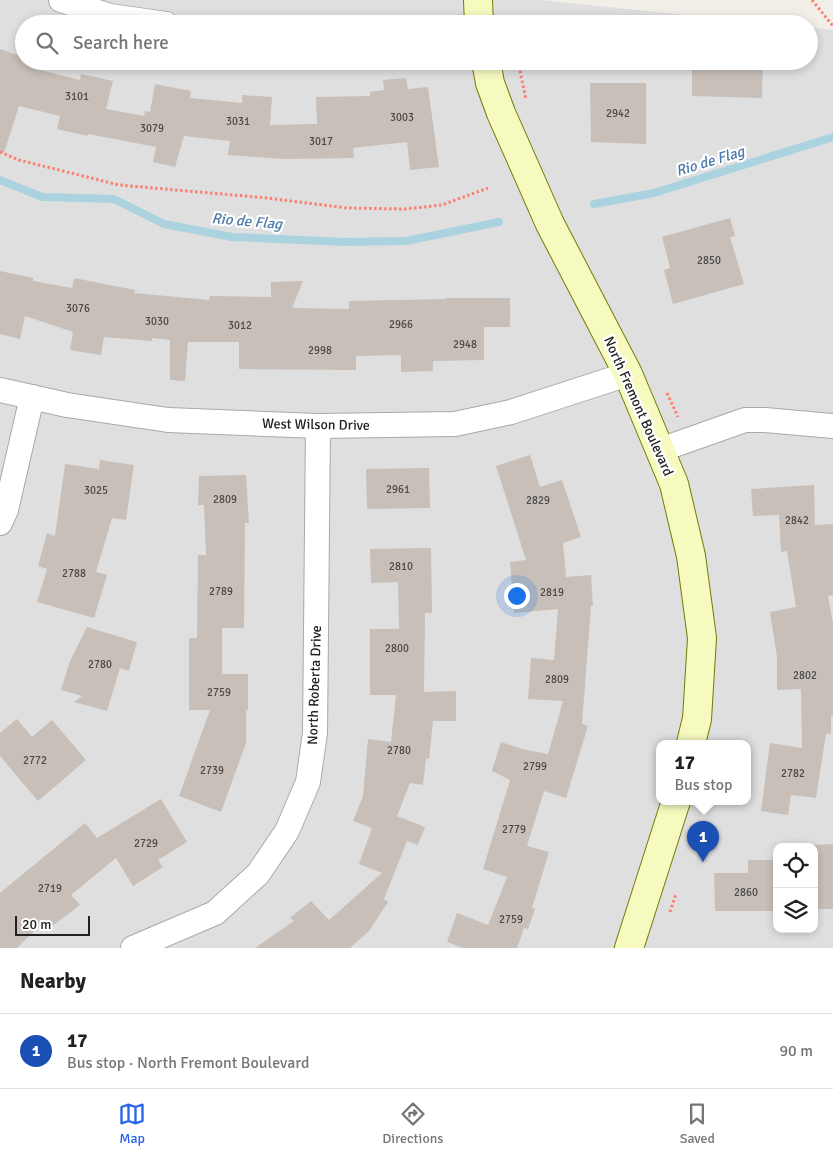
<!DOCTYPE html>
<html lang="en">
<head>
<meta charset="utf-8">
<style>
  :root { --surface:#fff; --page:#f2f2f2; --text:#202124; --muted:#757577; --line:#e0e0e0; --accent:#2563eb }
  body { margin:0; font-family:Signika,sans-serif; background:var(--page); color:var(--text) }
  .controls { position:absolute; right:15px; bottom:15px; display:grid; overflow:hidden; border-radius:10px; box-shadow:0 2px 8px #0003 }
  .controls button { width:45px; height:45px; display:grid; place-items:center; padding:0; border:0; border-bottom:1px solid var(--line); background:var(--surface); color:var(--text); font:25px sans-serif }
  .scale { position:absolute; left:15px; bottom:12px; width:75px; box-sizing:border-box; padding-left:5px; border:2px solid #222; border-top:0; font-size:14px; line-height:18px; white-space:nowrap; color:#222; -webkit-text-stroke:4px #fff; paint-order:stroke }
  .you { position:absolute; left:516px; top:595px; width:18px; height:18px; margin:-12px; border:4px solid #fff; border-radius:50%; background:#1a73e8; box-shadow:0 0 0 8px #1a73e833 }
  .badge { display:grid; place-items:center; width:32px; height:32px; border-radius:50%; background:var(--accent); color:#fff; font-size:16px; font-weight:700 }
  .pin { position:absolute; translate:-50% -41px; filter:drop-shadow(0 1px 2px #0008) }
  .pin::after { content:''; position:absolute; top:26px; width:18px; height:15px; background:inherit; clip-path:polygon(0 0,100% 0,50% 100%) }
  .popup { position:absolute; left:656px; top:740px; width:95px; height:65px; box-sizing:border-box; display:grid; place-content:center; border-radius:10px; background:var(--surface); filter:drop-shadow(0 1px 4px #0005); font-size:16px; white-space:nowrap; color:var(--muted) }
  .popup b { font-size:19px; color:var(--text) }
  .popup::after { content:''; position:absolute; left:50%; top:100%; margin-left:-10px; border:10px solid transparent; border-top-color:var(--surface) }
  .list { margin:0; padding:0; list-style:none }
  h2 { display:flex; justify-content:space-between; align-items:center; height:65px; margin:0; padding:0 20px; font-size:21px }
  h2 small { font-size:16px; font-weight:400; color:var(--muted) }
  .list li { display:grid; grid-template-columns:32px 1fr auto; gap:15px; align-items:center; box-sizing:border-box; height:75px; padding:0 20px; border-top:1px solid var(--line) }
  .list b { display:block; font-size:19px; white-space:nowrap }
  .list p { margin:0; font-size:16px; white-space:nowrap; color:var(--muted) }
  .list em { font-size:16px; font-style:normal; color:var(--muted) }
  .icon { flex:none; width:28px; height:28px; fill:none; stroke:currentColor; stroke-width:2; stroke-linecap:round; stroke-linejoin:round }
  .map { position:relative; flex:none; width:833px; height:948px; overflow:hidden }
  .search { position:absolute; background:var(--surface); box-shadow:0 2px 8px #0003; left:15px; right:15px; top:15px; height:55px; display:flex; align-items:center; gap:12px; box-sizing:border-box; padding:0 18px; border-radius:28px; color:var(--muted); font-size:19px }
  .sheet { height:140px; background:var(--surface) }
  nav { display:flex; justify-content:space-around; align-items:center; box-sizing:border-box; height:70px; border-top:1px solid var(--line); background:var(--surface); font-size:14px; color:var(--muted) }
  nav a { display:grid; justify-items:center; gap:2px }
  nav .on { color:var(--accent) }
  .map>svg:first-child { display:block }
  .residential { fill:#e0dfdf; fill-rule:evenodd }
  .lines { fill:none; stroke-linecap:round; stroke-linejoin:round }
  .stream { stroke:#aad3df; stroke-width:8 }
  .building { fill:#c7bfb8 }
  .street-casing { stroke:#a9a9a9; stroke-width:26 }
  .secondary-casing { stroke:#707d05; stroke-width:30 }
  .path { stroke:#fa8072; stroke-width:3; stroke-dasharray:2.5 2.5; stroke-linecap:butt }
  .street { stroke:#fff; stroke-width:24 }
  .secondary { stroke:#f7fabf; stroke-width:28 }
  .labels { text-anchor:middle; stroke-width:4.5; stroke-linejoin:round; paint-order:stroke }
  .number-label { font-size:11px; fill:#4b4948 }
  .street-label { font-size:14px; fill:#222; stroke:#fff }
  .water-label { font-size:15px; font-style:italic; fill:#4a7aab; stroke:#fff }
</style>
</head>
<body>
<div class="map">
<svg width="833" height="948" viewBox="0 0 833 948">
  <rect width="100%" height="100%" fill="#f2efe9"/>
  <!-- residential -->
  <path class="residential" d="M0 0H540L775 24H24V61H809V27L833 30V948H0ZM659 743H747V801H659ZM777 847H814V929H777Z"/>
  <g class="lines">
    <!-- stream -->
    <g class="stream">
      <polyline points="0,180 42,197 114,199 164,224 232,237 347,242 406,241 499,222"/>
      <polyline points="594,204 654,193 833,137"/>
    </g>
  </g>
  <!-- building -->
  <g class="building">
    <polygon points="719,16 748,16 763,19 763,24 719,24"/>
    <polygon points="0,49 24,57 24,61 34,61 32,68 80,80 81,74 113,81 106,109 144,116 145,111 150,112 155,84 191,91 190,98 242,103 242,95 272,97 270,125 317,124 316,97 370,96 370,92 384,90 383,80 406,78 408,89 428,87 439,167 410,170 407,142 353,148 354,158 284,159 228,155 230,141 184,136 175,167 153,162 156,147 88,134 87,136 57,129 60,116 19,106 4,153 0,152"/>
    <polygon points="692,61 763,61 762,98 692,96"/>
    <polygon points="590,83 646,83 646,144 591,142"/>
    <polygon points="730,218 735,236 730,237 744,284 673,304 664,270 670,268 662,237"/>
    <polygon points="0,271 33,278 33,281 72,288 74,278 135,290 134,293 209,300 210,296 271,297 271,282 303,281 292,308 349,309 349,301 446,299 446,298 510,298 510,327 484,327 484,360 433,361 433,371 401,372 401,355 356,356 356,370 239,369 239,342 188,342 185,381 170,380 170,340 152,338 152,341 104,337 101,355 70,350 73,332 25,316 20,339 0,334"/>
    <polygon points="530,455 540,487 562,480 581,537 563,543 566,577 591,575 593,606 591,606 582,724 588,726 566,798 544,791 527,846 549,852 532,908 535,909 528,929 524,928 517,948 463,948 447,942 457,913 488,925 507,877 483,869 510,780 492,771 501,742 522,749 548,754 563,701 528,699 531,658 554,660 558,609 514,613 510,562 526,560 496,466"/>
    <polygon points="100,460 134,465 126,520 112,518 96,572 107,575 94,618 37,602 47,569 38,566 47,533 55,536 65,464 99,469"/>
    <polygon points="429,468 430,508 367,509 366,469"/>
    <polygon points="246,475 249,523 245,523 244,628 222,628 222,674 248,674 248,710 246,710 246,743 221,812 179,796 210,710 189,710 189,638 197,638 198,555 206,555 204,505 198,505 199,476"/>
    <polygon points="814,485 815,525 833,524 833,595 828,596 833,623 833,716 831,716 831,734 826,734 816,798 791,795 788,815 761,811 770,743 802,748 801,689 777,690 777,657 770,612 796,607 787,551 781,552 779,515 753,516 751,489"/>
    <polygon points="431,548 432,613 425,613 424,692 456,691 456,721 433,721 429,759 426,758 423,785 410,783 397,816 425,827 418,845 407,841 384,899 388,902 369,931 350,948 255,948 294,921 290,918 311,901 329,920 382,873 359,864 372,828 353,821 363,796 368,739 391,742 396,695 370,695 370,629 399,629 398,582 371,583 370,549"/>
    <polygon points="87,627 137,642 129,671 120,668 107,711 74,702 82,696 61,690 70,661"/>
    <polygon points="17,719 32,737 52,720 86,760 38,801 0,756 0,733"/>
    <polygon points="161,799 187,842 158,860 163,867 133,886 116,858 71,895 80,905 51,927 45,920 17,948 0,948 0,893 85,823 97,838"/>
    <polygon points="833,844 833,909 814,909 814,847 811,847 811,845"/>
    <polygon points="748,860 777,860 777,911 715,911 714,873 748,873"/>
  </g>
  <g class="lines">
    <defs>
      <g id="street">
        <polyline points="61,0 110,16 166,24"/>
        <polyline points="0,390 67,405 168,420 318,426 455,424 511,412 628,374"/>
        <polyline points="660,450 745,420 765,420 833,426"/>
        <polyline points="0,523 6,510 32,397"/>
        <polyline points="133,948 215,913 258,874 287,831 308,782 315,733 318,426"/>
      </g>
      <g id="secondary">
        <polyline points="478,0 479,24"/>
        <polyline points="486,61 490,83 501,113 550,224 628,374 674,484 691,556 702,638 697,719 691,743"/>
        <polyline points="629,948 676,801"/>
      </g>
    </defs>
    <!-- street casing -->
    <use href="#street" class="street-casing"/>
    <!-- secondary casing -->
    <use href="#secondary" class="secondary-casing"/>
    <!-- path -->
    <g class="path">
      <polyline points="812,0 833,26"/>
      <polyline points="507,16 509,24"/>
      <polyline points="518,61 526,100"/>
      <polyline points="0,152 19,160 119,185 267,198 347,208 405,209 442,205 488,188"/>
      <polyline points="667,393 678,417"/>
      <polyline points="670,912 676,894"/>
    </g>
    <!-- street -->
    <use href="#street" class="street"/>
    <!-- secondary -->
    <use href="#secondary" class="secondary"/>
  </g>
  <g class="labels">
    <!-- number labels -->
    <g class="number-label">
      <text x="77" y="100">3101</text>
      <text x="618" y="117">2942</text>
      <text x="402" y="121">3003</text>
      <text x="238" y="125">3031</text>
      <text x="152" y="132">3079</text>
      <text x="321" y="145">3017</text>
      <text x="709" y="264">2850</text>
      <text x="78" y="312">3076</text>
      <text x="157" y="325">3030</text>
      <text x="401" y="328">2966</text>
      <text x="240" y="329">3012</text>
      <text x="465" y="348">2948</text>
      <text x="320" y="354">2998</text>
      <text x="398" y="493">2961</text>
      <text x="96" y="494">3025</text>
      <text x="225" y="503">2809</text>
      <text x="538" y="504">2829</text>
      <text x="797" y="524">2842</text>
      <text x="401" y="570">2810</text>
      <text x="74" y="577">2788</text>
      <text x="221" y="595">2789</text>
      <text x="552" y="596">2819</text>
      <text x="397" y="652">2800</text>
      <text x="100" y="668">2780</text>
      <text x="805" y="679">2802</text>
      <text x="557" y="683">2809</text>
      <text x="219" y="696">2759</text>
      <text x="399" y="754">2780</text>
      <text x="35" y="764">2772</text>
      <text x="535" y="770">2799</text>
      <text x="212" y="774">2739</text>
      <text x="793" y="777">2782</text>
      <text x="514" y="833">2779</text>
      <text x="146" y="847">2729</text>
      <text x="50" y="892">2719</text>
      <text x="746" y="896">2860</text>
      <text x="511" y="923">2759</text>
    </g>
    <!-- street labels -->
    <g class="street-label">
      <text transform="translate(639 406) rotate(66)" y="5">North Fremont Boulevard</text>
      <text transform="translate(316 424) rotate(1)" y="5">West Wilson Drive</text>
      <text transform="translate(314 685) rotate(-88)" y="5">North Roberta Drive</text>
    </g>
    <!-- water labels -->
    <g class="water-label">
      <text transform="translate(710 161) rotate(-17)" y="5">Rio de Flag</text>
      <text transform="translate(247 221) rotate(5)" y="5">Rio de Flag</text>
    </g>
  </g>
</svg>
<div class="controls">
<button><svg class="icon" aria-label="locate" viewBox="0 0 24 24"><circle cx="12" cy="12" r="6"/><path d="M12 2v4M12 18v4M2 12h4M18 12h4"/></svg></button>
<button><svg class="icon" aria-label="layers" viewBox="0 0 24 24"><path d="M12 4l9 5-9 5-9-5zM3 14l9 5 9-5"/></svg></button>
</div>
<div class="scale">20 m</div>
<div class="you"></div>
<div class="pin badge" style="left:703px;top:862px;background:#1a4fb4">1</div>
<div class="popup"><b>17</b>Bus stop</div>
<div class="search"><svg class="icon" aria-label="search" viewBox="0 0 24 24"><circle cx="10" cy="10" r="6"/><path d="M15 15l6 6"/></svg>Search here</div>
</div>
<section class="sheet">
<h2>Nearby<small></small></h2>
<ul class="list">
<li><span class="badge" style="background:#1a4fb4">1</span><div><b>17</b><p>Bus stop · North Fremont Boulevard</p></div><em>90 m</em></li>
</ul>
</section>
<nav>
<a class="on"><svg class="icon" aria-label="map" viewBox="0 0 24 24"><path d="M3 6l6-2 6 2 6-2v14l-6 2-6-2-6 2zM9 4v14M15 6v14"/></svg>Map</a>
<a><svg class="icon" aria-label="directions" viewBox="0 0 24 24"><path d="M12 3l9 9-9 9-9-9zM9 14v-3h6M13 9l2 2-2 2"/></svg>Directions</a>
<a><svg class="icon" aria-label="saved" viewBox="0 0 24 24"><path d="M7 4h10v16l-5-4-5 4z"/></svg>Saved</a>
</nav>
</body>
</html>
◇ ◇ ◇ ◇ ◇
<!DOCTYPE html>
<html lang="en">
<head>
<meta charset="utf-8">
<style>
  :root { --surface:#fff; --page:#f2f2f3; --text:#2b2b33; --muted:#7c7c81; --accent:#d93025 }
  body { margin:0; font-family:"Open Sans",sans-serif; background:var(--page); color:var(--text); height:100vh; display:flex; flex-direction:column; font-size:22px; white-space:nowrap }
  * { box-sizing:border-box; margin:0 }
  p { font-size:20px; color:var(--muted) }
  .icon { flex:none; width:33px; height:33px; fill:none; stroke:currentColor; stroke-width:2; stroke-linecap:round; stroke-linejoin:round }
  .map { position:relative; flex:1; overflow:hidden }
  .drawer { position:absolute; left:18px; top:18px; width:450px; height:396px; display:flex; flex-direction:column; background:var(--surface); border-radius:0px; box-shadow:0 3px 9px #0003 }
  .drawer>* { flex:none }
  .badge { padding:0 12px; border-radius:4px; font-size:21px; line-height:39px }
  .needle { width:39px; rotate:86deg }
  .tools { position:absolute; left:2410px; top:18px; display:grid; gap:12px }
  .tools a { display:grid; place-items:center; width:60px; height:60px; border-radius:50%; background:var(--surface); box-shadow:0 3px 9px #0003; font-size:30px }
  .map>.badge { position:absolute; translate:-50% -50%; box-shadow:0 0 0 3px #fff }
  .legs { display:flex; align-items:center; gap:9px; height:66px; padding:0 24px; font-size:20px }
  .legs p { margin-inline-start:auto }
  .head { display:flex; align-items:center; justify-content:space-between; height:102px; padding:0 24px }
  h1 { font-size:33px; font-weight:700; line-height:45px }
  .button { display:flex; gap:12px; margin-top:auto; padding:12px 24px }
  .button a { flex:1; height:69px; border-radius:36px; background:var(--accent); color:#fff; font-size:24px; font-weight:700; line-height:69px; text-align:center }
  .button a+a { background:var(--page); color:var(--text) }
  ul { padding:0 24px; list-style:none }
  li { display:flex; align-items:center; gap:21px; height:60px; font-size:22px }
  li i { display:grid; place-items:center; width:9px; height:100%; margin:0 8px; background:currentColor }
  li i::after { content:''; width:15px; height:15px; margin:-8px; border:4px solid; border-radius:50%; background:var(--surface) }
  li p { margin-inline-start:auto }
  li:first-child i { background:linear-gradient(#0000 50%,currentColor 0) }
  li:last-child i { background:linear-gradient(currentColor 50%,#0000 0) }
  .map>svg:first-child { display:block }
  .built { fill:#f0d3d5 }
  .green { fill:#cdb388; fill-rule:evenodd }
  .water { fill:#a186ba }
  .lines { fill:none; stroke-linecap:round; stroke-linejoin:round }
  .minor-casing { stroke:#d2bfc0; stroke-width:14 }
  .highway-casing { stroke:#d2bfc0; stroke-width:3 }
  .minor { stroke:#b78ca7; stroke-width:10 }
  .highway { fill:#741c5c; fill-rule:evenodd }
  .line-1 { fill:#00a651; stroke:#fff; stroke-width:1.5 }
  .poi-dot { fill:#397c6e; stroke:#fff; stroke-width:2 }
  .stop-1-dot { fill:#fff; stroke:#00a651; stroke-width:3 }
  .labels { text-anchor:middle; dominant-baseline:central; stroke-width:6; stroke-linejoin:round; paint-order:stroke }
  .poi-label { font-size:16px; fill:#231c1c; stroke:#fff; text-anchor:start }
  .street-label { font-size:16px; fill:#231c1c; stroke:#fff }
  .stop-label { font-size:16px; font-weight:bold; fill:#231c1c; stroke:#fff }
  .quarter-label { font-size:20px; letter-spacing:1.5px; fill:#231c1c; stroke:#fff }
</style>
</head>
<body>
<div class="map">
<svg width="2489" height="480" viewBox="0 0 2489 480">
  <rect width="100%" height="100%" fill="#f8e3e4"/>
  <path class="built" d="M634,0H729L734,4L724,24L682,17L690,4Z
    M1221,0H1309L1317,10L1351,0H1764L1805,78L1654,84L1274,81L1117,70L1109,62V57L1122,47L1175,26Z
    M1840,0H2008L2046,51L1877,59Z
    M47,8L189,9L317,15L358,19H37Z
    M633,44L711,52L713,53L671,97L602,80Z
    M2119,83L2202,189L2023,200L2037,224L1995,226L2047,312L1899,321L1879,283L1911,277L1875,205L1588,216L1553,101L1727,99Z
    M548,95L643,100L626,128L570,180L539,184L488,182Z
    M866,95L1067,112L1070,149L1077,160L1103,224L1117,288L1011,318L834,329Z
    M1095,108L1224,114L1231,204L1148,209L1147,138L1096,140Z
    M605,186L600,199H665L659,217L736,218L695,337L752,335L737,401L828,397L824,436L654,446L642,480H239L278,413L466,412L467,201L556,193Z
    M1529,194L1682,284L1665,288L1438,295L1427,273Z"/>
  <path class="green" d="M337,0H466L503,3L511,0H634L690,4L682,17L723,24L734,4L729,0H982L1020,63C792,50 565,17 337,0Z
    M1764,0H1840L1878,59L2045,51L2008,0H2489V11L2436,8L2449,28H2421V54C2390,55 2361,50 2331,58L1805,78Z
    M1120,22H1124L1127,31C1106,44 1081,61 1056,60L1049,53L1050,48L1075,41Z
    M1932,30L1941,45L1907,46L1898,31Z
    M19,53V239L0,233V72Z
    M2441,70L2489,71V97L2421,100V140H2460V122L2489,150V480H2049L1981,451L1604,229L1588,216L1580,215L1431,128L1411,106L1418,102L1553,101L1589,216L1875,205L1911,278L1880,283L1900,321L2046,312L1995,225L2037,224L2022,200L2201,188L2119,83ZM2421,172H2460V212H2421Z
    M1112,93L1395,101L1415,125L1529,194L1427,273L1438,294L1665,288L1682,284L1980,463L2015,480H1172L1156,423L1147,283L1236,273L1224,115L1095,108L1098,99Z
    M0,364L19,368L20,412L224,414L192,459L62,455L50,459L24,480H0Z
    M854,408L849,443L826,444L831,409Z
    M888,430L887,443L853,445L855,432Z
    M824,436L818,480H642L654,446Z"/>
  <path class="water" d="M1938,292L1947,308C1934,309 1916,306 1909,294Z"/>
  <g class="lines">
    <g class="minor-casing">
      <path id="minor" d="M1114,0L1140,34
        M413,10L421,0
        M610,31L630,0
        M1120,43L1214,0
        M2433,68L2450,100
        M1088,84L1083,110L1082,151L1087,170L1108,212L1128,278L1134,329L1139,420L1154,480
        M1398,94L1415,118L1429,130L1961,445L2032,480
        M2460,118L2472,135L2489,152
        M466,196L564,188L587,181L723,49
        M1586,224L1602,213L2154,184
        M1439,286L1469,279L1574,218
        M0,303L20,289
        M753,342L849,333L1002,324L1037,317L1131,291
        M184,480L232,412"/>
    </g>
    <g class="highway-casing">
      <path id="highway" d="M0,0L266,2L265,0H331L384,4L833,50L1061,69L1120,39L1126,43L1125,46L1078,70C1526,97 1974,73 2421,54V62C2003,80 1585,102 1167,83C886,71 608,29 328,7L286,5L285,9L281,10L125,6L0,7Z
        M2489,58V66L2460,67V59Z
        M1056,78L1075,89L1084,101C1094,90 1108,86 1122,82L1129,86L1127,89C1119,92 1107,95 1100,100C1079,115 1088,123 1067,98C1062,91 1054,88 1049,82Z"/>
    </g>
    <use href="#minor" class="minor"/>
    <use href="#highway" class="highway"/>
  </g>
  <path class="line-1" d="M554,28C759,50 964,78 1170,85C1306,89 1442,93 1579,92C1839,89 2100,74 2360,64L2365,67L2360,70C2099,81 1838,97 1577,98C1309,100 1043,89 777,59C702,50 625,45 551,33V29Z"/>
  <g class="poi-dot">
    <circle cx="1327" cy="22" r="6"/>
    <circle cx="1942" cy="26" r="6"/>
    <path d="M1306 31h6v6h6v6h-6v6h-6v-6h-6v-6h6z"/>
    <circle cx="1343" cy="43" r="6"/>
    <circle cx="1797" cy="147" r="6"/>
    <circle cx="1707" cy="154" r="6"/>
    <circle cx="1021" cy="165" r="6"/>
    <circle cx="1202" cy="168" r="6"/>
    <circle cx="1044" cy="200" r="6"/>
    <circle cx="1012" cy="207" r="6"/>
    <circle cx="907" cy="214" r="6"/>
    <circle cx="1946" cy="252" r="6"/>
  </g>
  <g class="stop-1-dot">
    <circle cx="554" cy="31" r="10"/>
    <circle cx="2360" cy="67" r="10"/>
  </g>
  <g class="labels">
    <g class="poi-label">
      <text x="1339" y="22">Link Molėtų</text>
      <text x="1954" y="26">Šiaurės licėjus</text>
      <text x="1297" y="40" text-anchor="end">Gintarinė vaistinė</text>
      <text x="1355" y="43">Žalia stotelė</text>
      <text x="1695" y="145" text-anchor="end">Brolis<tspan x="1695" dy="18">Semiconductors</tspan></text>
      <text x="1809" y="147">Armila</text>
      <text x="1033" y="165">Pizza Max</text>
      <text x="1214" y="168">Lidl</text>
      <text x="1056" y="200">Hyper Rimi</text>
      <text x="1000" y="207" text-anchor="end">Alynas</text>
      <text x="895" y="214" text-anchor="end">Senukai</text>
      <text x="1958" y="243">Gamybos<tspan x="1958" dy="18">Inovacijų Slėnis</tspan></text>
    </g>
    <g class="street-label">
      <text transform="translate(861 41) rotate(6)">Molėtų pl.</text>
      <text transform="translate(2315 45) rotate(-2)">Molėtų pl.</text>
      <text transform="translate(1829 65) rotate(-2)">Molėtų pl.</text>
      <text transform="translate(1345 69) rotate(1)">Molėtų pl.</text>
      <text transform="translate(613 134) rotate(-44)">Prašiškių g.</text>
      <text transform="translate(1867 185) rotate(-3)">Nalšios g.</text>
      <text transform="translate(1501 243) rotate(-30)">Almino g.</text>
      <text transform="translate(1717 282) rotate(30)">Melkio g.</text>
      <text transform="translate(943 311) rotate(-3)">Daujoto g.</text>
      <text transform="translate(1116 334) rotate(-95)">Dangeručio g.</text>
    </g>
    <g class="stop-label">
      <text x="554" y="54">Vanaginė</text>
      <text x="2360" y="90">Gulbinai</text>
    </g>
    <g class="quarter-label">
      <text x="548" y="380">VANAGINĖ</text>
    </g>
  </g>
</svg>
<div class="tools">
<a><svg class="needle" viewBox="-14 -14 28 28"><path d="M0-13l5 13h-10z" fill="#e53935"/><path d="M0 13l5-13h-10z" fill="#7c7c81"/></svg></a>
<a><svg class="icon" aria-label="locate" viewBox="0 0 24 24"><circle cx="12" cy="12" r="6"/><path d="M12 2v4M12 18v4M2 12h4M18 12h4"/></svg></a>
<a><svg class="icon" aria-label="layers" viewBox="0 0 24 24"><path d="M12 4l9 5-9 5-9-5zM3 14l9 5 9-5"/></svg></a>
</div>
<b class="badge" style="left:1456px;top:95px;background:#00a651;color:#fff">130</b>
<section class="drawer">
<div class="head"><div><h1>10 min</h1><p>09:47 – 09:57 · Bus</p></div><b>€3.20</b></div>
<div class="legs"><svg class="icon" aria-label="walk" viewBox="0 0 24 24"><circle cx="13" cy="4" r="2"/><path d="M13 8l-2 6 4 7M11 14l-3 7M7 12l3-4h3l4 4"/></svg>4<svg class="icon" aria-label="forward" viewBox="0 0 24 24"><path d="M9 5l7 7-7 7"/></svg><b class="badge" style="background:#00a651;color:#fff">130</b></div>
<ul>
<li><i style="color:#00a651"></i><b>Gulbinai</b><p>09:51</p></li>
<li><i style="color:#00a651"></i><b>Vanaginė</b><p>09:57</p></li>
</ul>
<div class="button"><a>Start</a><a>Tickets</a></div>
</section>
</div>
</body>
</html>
◇ ◇ ◇ ◇ ◇
### INSTRUCTIONS FOR THE TASK
Every line above that includes the word "sans" should be listed.

### YOUR SOLUTION
  body { margin:0; font-family:Signika,sans-serif; background:var(--page); color:var(--text) }
  .controls button { width:45px; height:45px; display:grid; place-items:center; padding:0; border:0; border-bottom:1px solid var(--line); background:var(--surface); color:var(--text); font:25px sans-serif }
  body { margin:0; font-family:"Open Sans",sans-serif; background:var(--page); color:var(--text); height:100vh; display:flex; flex-direction:column; font-size:22px; white-space:nowrap }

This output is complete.